═════ Data excerpts ═════

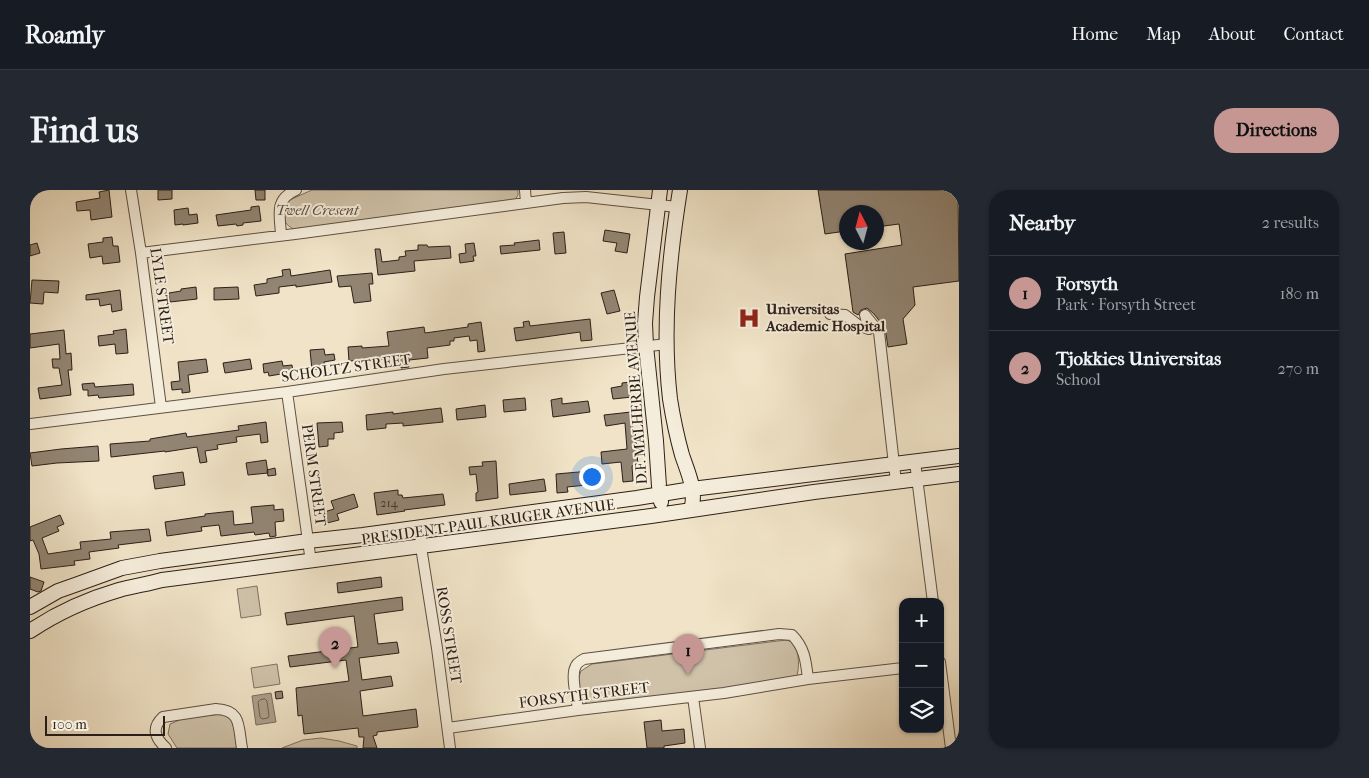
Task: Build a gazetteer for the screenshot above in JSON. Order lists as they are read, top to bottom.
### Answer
{
  "streets": {
    "street": [
      "LYLE STREET",
      "SCHOLTZ STREET",
      "D.F. MALHERBE AVENUE",
      "PERM STREET",
      "PRESIDENT PAUL KRUGER AVENUE",
      "ROSS STREET",
      "FORSYTH STREET"
    ]
  },
  "crossings": [
    ["LYLE STREET", "SCHOLTZ STREET"],
    ["SCHOLTZ STREET", "D.F. MALHERBE AVENUE"],
    ["SCHOLTZ STREET", "PERM STREET"],
    ["D.F. MALHERBE AVENUE", "PRESIDENT PAUL KRUGER AVENUE"],
    ["PERM STREET", "PRESIDENT PAUL KRUGER AVENUE"],
    ["PRESIDENT PAUL KRUGER AVENUE", "ROSS STREET"],
    ["ROSS STREET", "FORSYTH STREET"]
  ],
  "parks": ["Twell Cresent"],
  "places": {
    "hospital": ["Universitas Academic Hospital"]
  },
  "house_numbers": ["214"],
  "scale_bar": "100 m",
  "north": "top",
  "page": {
    "header": "Roamly",
    "nav": [
      "Home",
      "Map",
      "About",
      "Contact"
    ],
    "buttons": "Directions",
    "title": "Find us",
    "heading": ["Nearby", "2 results"],
    "list": [
      {
        "mark": "1",
        "name": "Forsyth",
        "note": "Park · Forsyth Street",
        "value": "180 m"
      },
      {
        "mark": "2",
        "name": "Tjokkies Universitas",
        "note": "School",
        "value": "270 m"
      }
    ],
    "map_buttons": ["+", "−"],
    "pins": ["2", "1"],
    "scale": "100 m"
  }
}
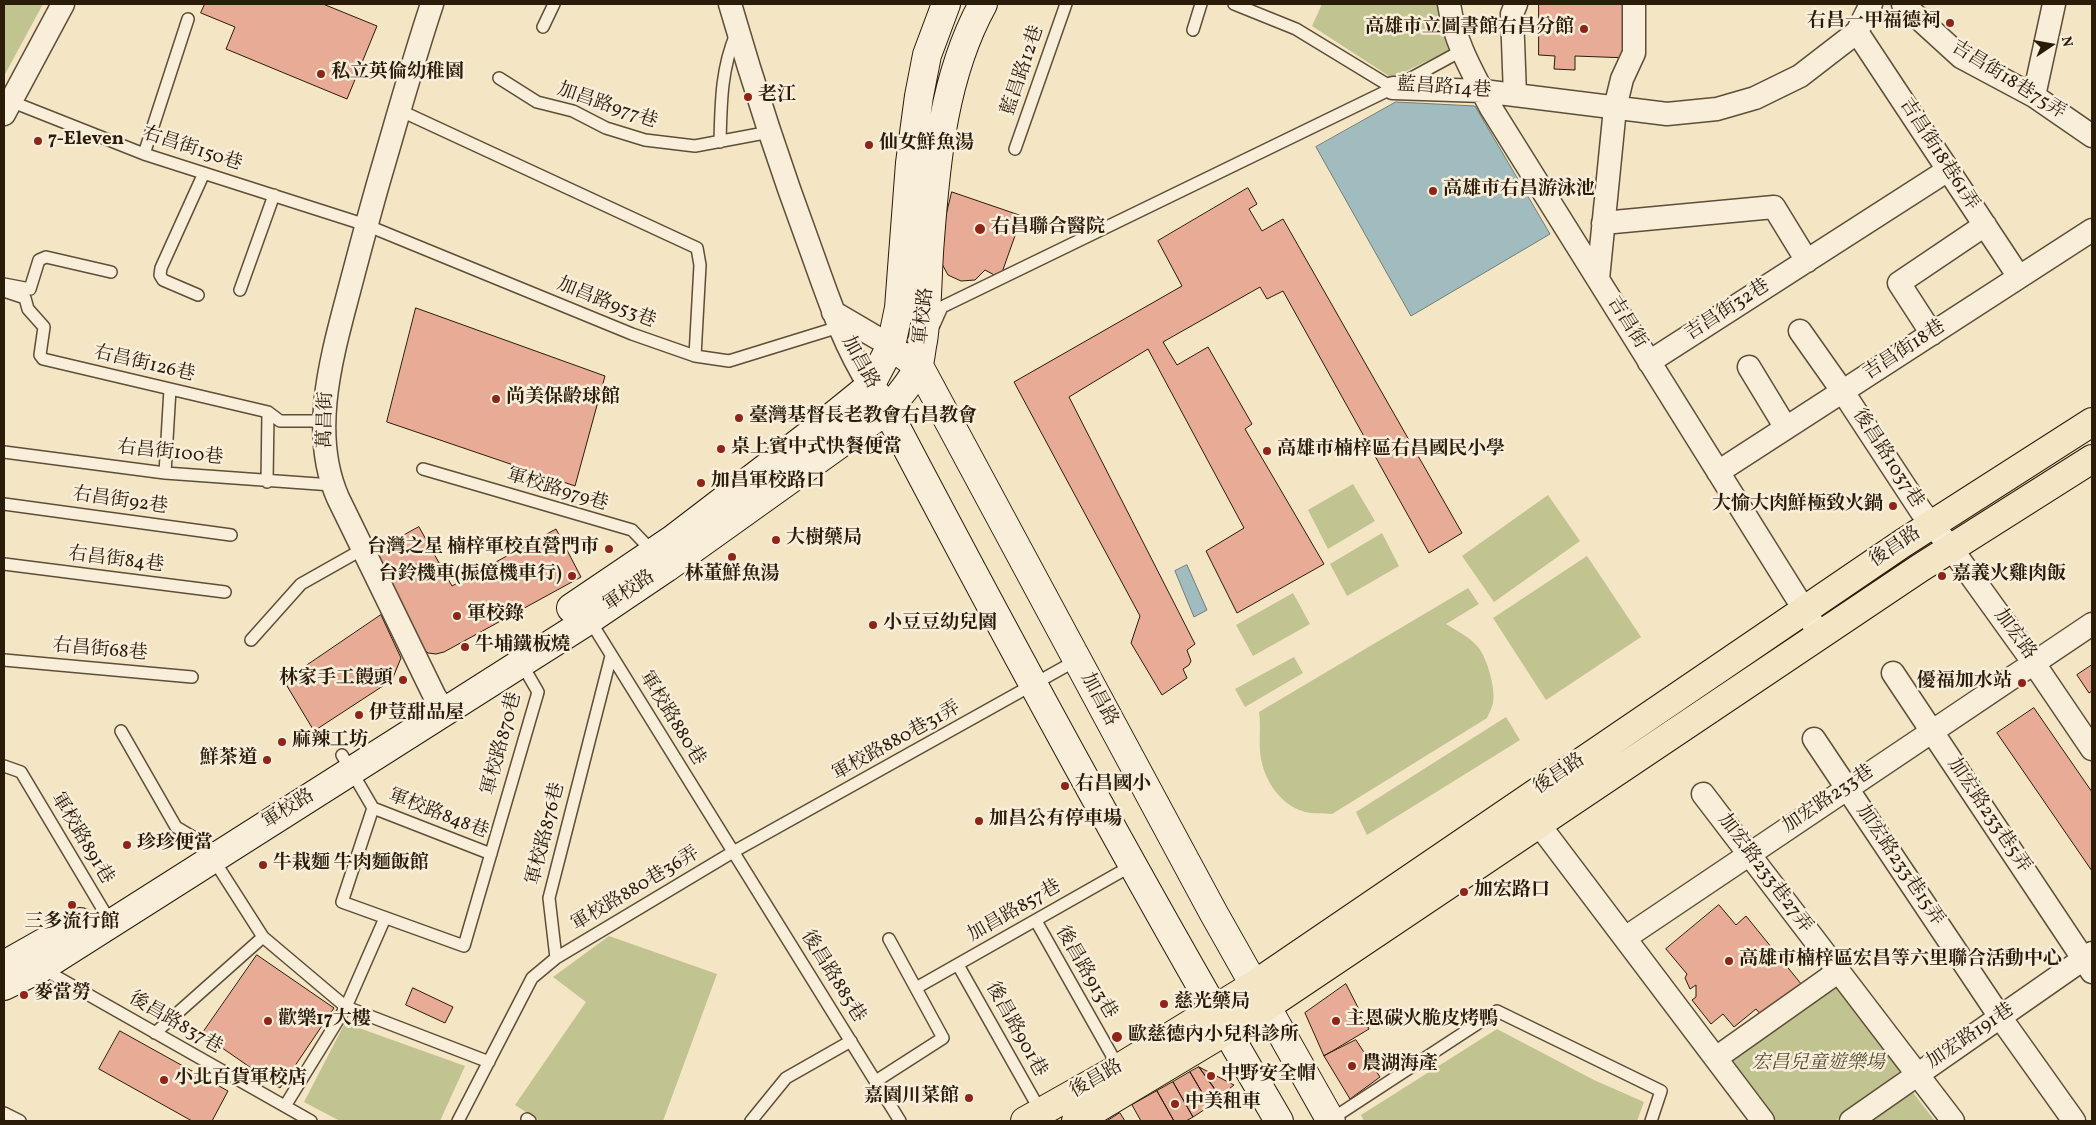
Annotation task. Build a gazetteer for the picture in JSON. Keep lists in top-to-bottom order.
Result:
{
  "streets": {
    "main road": ["後昌路"],
    "street": [
      "吉昌街18巷75弄",
      "藍昌路14巷",
      "吉昌街18巷61弄",
      "吉昌街32巷",
      "軍校路",
      "吉昌街",
      "吉昌街18巷",
      "加昌路",
      "萬昌街",
      "後昌路1037巷",
      "加宏路",
      "加宏路233巷",
      "加宏路233巷5弄",
      "加宏路233巷15弄",
      "加宏路233巷27弄",
      "加宏路191巷"
    ],
    "lane": [
      "藍昌路12巷",
      "加昌路977巷",
      "右昌街150巷",
      "加昌路953巷",
      "右昌街126巷",
      "右昌街100巷",
      "軍校路979巷",
      "右昌街92巷",
      "右昌街84巷",
      "右昌街68巷",
      "軍校路880巷",
      "軍校路880巷31弄",
      "軍校路870巷",
      "軍校路848巷",
      "軍校路876巷",
      "軍校路891巷",
      "軍校路880巷36弄",
      "加昌路857巷",
      "後昌路913巷",
      "後昌路885巷",
      "後昌路837巷",
      "後昌路901巷"
    ]
  },
  "crossings": [
    ["藍昌路14巷", "吉昌街18巷61弄"],
    ["藍昌路14巷", "吉昌街"],
    ["加昌路977巷", "加昌路"],
    ["右昌街150巷", "加昌路953巷"],
    ["右昌街150巷", "萬昌街"],
    ["吉昌街18巷61弄", "吉昌街32巷"],
    ["吉昌街18巷61弄", "吉昌街18巷"],
    ["加昌路953巷", "加昌路"],
    ["加昌路953巷", "萬昌街"],
    ["吉昌街32巷", "吉昌街"],
    ["軍校路", "加昌路"],
    ["軍校路", "萬昌街"],
    ["軍校路", "軍校路979巷"],
    ["軍校路", "軍校路880巷"],
    ["軍校路", "軍校路870巷"],
    ["軍校路", "軍校路891巷"],
    ["軍校路", "後昌路837巷"],
    ["吉昌街", "吉昌街18巷"],
    ["吉昌街", "後昌路"],
    ["吉昌街18巷", "後昌路1037巷"],
    ["加昌路", "後昌路"],
    ["加昌路", "軍校路880巷31弄"],
    ["加昌路", "加昌路857巷"],
    ["右昌街126巷", "萬昌街"],
    ["萬昌街", "右昌街100巷"],
    ["後昌路1037巷", "後昌路"],
    ["後昌路1037巷", "加宏路"],
    ["後昌路", "加宏路"],
    ["後昌路", "後昌路913巷"],
    ["後昌路", "後昌路901巷"],
    ["加宏路", "加宏路233巷"],
    ["軍校路880巷", "軍校路880巷31弄"],
    ["軍校路880巷", "軍校路876巷"],
    ["軍校路880巷", "軍校路880巷36弄"],
    ["軍校路880巷", "後昌路885巷"],
    ["軍校路880巷31弄", "軍校路880巷36弄"],
    ["軍校路880巷31弄", "後昌路885巷"],
    ["軍校路870巷", "軍校路848巷"],
    ["加宏路233巷", "加宏路233巷5弄"],
    ["加宏路233巷", "加宏路233巷15弄"],
    ["加宏路233巷", "加宏路233巷27弄"],
    ["加宏路233巷5弄", "加宏路191巷"],
    ["軍校路876巷", "軍校路880巷36弄"],
    ["加宏路233巷15弄", "加宏路191巷"],
    ["加宏路233巷27弄", "加宏路191巷"],
    ["軍校路880巷36弄", "後昌路885巷"],
    ["加昌路857巷", "後昌路913巷"],
    ["加昌路857巷", "後昌路901巷"]
  ],
  "parks": ["宏昌兒童遊樂場"],
  "places": [
    "右昌一甲福德祠",
    "高雄市立圖書館右昌分館",
    "私立英倫幼稚園",
    "老江",
    "7-Eleven",
    "仙女鮮魚湯",
    "高雄市右昌游泳池",
    "右昌聯合醫院",
    "尚美保齡球館",
    "臺灣基督長老教會右昌教會",
    "桌上賓中式快餐便當",
    "高雄市楠梓區右昌國民小學",
    "加昌軍校路口",
    "大愉大肉鮮極致火鍋",
    "大樹藥局",
    "台灣之星 楠梓軍校直營門市",
    "林董鮮魚湯",
    "台鈴機車(振億機車行)",
    "嘉義火雞肉飯",
    "軍校錄",
    "小豆豆幼兒園",
    "牛埔鐵板燒",
    "林家手工饅頭",
    "優福加水站",
    "伊荳甜品屋",
    "麻辣工坊",
    "鮮茶道",
    "右昌國小",
    "加昌公有停車場",
    "珍珍便當",
    "牛栽麵 牛肉麵飯館",
    "加宏路口",
    "三多流行館",
    "高雄市楠梓區宏昌等六里聯合活動中心",
    "麥當勞",
    "慈光藥局",
    "歡樂17大樓",
    "主恩碳火脆皮烤鴨",
    "歐慈德內小兒科診所",
    "農湖海產",
    "中野安全帽",
    "小北百貨軍校店",
    "嘉園川菜館",
    "中美租車"
  ],
  "north": "right"
}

═════

- **What you have to do**:
Please output all of the entries exactly as they appear, with no pictures.

- **Answer for the task**:
Task: Build a gazetteer for the screenshot above in JSON. Order lists as they are read, top to bottom.
### Answer
{
  "streets": {
    "street": [
      "LYLE STREET",
      "SCHOLTZ STREET",
      "D.F. MALHERBE AVENUE",
      "PERM STREET",
      "PRESIDENT PAUL KRUGER AVENUE",
      "ROSS STREET",
      "FORSYTH STREET"
    ]
  },
  "crossings": [
    ["LYLE STREET", "SCHOLTZ STREET"],
    ["SCHOLTZ STREET", "D.F. MALHERBE AVENUE"],
    ["SCHOLTZ STREET", "PERM STREET"],
    ["D.F. MALHERBE AVENUE", "PRESIDENT PAUL KRUGER AVENUE"],
    ["PERM STREET", "PRESIDENT PAUL KRUGER AVENUE"],
    ["PRESIDENT PAUL KRUGER AVENUE", "ROSS STREET"],
    ["ROSS STREET", "FORSYTH STREET"]
  ],
  "parks": ["Twell Cresent"],
  "places": {
    "hospital": ["Universitas Academic Hospital"]
  },
  "house_numbers": ["214"],
  "scale_bar": "100 m",
  "north": "top",
  "page": {
    "header": "Roamly",
    "nav": [
      "Home",
      "Map",
      "About",
      "Contact"
    ],
    "buttons": "Directions",
    "title": "Find us",
    "heading": ["Nearby", "2 results"],
    "list": [
      {
        "mark": "1",
        "name": "Forsyth",
        "note": "Park · Forsyth Street",
        "value": "180 m"
      },
      {
        "mark": "2",
        "name": "Tjokkies Universitas",
        "note": "School",
        "value": "270 m"
      }
    ],
    "map_buttons": ["+", "−"],
    "pins": ["2", "1"],
    "scale": "100 m"
  }
}
Annotation task. Build a gazetteer for the picture in JSON. Keep lists in top-to-bottom order.
Result:
{
  "streets": {
    "main road": ["後昌路"],
    "street": [
      "吉昌街18巷75弄",
      "藍昌路14巷",
      "吉昌街18巷61弄",
      "吉昌街32巷",
      "軍校路",
      "吉昌街",
      "吉昌街18巷",
      "加昌路",
      "萬昌街",
      "後昌路1037巷",
      "加宏路",
      "加宏路233巷",
      "加宏路233巷5弄",
      "加宏路233巷15弄",
      "加宏路233巷27弄",
      "加宏路191巷"
    ],
    "lane": [
      "藍昌路12巷",
      "加昌路977巷",
      "右昌街150巷",
      "加昌路953巷",
      "右昌街126巷",
      "右昌街100巷",
      "軍校路979巷",
      "右昌街92巷",
      "右昌街84巷",
      "右昌街68巷",
      "軍校路880巷",
      "軍校路880巷31弄",
      "軍校路870巷",
      "軍校路848巷",
      "軍校路876巷",
      "軍校路891巷",
      "軍校路880巷36弄",
      "加昌路857巷",
      "後昌路913巷",
      "後昌路885巷",
      "後昌路837巷",
      "後昌路901巷"
    ]
  },
  "crossings": [
    ["藍昌路14巷", "吉昌街18巷61弄"],
    ["藍昌路14巷", "吉昌街"],
    ["加昌路977巷", "加昌路"],
    ["右昌街150巷", "加昌路953巷"],
    ["右昌街150巷", "萬昌街"],
    ["吉昌街18巷61弄", "吉昌街32巷"],
    ["吉昌街18巷61弄", "吉昌街18巷"],
    ["加昌路953巷", "加昌路"],
    ["加昌路953巷", "萬昌街"],
    ["吉昌街32巷", "吉昌街"],
    ["軍校路", "加昌路"],
    ["軍校路", "萬昌街"],
    ["軍校路", "軍校路979巷"],
    ["軍校路", "軍校路880巷"],
    ["軍校路", "軍校路870巷"],
    ["軍校路", "軍校路891巷"],
    ["軍校路", "後昌路837巷"],
    ["吉昌街", "吉昌街18巷"],
    ["吉昌街", "後昌路"],
    ["吉昌街18巷", "後昌路1037巷"],
    ["加昌路", "後昌路"],
    ["加昌路", "軍校路880巷31弄"],
    ["加昌路", "加昌路857巷"],
    ["右昌街126巷", "萬昌街"],
    ["萬昌街", "右昌街100巷"],
    ["後昌路1037巷", "後昌路"],
    ["後昌路1037巷", "加宏路"],
    ["後昌路", "加宏路"],
    ["後昌路", "後昌路913巷"],
    ["後昌路", "後昌路901巷"],
    ["加宏路", "加宏路233巷"],
    ["軍校路880巷", "軍校路880巷31弄"],
    ["軍校路880巷", "軍校路876巷"],
    ["軍校路880巷", "軍校路880巷36弄"],
    ["軍校路880巷", "後昌路885巷"],
    ["軍校路880巷31弄", "軍校路880巷36弄"],
    ["軍校路880巷31弄", "後昌路885巷"],
    ["軍校路870巷", "軍校路848巷"],
    ["加宏路233巷", "加宏路233巷5弄"],
    ["加宏路233巷", "加宏路233巷15弄"],
    ["加宏路233巷", "加宏路233巷27弄"],
    ["加宏路233巷5弄", "加宏路191巷"],
    ["軍校路876巷", "軍校路880巷36弄"],
    ["加宏路233巷15弄", "加宏路191巷"],
    ["加宏路233巷27弄", "加宏路191巷"],
    ["軍校路880巷36弄", "後昌路885巷"],
    ["加昌路857巷", "後昌路913巷"],
    ["加昌路857巷", "後昌路901巷"]
  ],
  "parks": ["宏昌兒童遊樂場"],
  "places": [
    "右昌一甲福德祠",
    "高雄市立圖書館右昌分館",
    "私立英倫幼稚園",
    "老江",
    "7-Eleven",
    "仙女鮮魚湯",
    "高雄市右昌游泳池",
    "右昌聯合醫院",
    "尚美保齡球館",
    "臺灣基督長老教會右昌教會",
    "桌上賓中式快餐便當",
    "高雄市楠梓區右昌國民小學",
    "加昌軍校路口",
    "大愉大肉鮮極致火鍋",
    "大樹藥局",
    "台灣之星 楠梓軍校直營門市",
    "林董鮮魚湯",
    "台鈴機車(振億機車行)",
    "嘉義火雞肉飯",
    "軍校錄",
    "小豆豆幼兒園",
    "牛埔鐵板燒",
    "林家手工饅頭",
    "優福加水站",
    "伊荳甜品屋",
    "麻辣工坊",
    "鮮茶道",
    "右昌國小",
    "加昌公有停車場",
    "珍珍便當",
    "牛栽麵 牛肉麵飯館",
    "加宏路口",
    "三多流行館",
    "高雄市楠梓區宏昌等六里聯合活動中心",
    "麥當勞",
    "慈光藥局",
    "歡樂17大樓",
    "主恩碳火脆皮烤鴨",
    "歐慈德內小兒科診所",
    "農湖海產",
    "中野安全帽",
    "小北百貨軍校店",
    "嘉園川菜館",
    "中美租車"
  ],
  "north": "right"
}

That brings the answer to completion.